The following listing has lines to check for the word "names"; give only the number of lines that contain it.

== Segment start ==

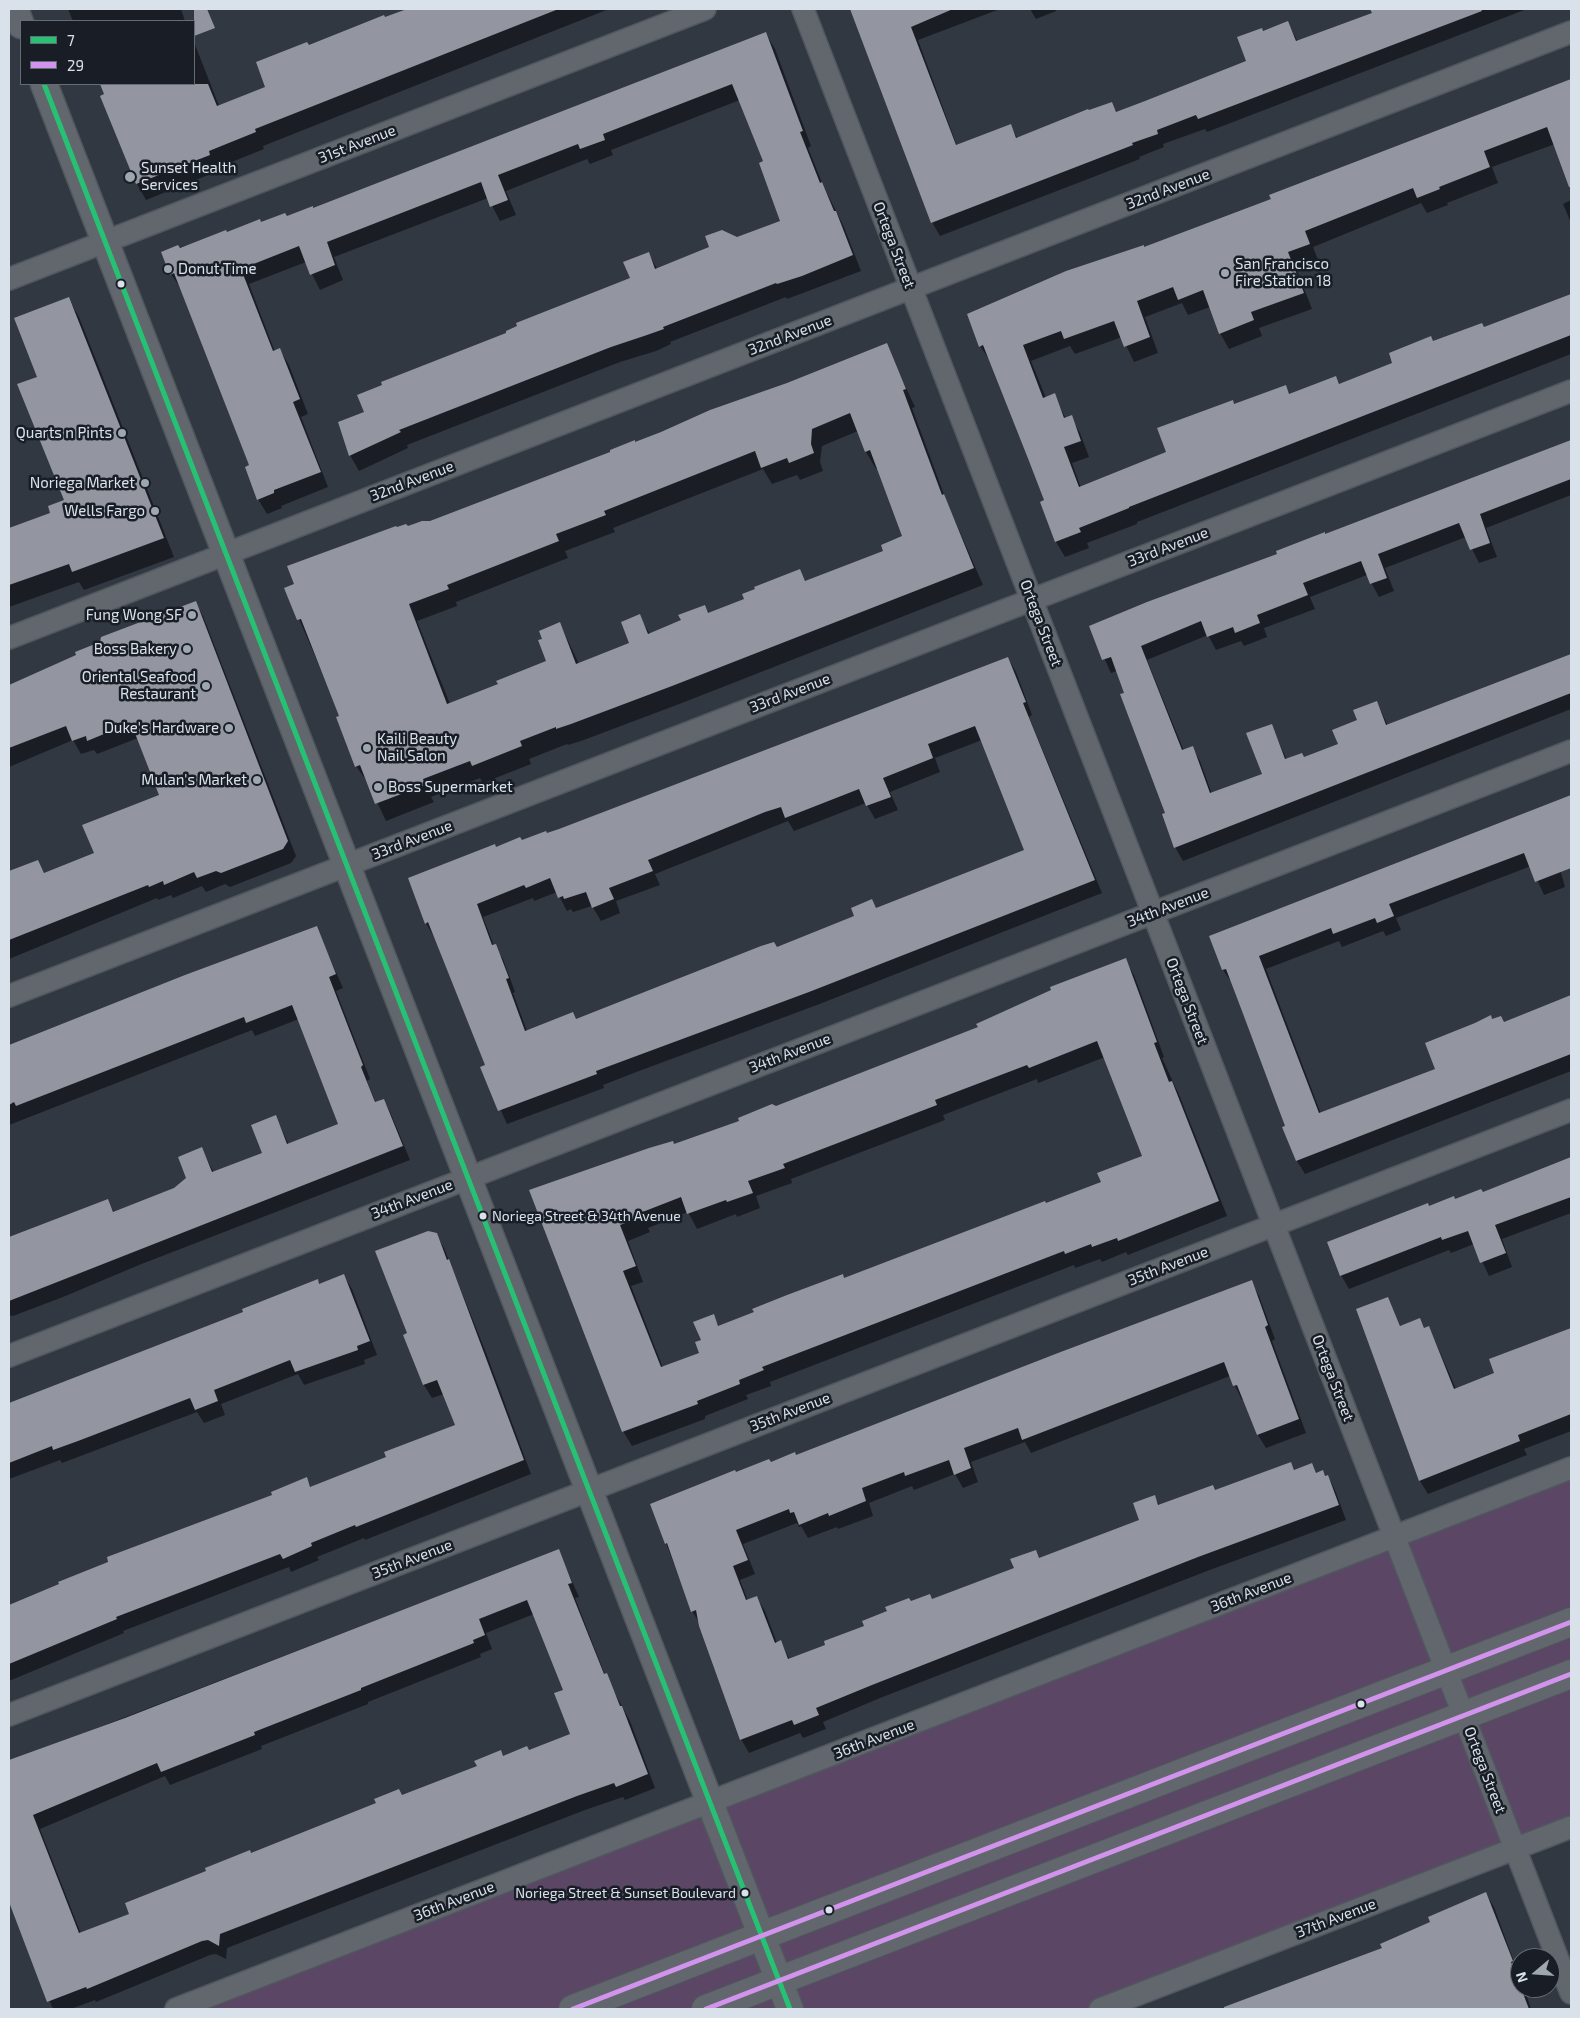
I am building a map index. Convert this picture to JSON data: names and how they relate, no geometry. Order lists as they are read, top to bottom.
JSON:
{
  "streets": {
    "street": [
      "31st Avenue",
      "32nd Avenue",
      "Ortega Street",
      "33rd Avenue",
      "34th Avenue",
      "35th Avenue",
      "36th Avenue",
      "37th Avenue"
    ]
  },
  "crossings": [
    ["32nd Avenue", "Ortega Street"],
    ["Ortega Street", "33rd Avenue"],
    ["Ortega Street", "34th Avenue"],
    ["Ortega Street", "35th Avenue"],
    ["Ortega Street", "36th Avenue"],
    ["Ortega Street", "37th Avenue"]
  ],
  "places": [
    "Sunset Health Services",
    "Donut Time",
    "San Francisco Fire Station 18",
    "Quarts n Pints",
    "Noriega Market",
    "Wells Fargo",
    "Fung Wong SF",
    "Boss Bakery",
    "Oriental Seafood Restaurant",
    "Duke's Hardware",
    "Kaili Beauty Nail Salon",
    "Mulan's Market",
    "Boss Supermarket",
    "Noriega Street & 34th Avenue",
    "Noriega Street & Sunset Boulevard"
  ],
  "lines": ["transit line 7", "transit line 29"],
  "legend": ["7", "29"],
  "north": "left"
}
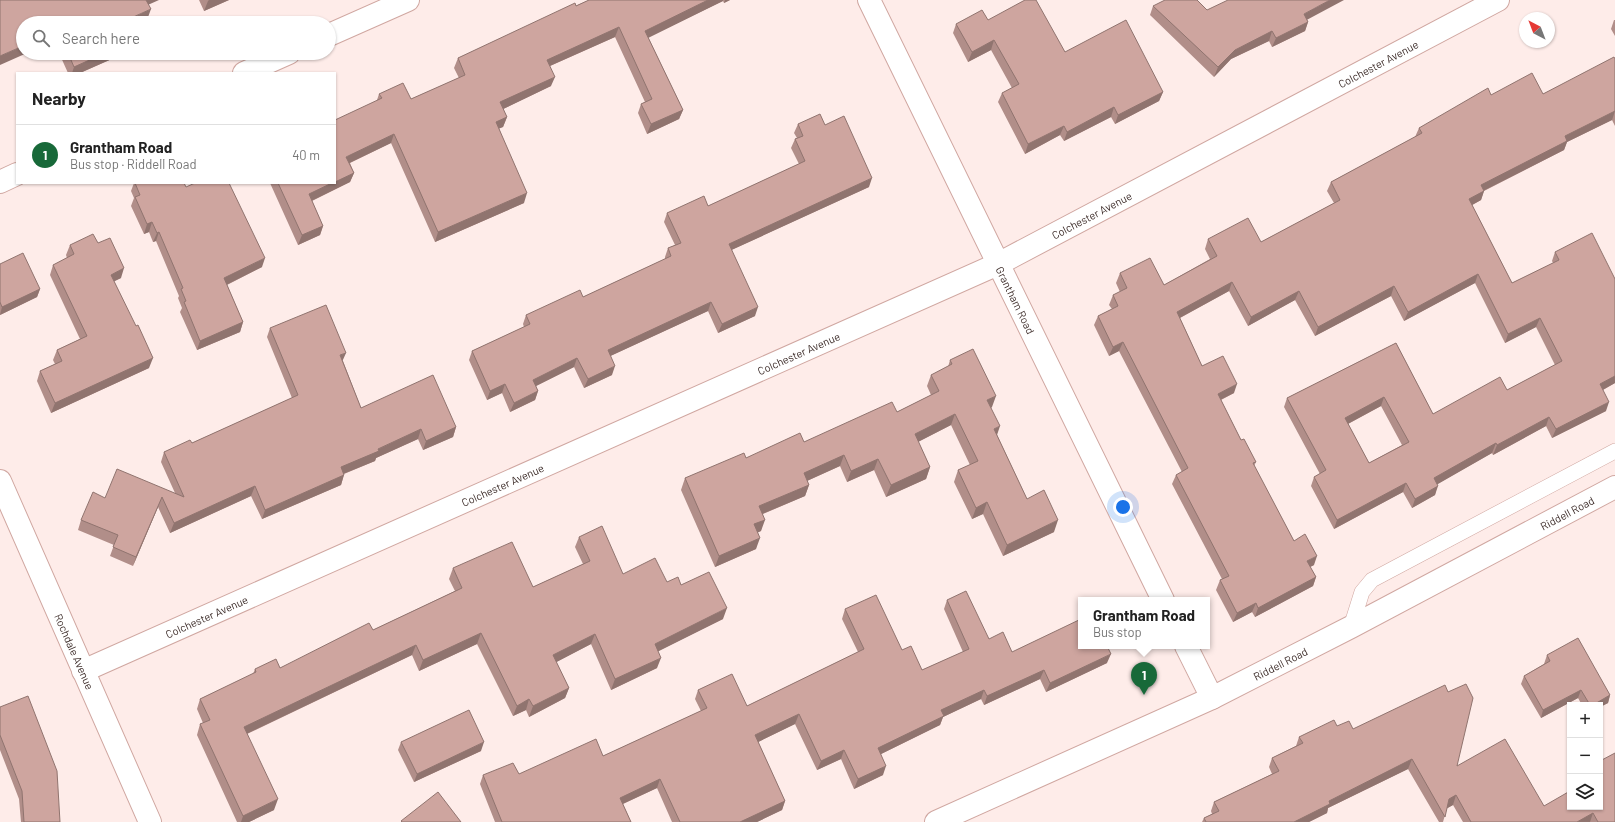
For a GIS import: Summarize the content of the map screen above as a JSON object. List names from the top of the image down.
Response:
{
  "streets": {
    "street": [
      "Colchester Avenue",
      "Grantham Road",
      "Riddell Road",
      "Rochdale Avenue"
    ]
  },
  "crossings": [
    ["Colchester Avenue", "Grantham Road"],
    ["Colchester Avenue", "Rochdale Avenue"]
  ],
  "north": "top left",
  "page": {
    "search": "Search here",
    "heading": "Nearby",
    "list": [
      {
        "mark": "1",
        "name": "Grantham Road",
        "note": "Bus stop · Riddell Road",
        "value": "40 m"
      }
    ],
    "popup": ["Grantham Road", "Bus stop"],
    "pins": "1",
    "map_buttons": ["+", "−"]
  }
}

== Segment end ==

- _Answer to this task_
2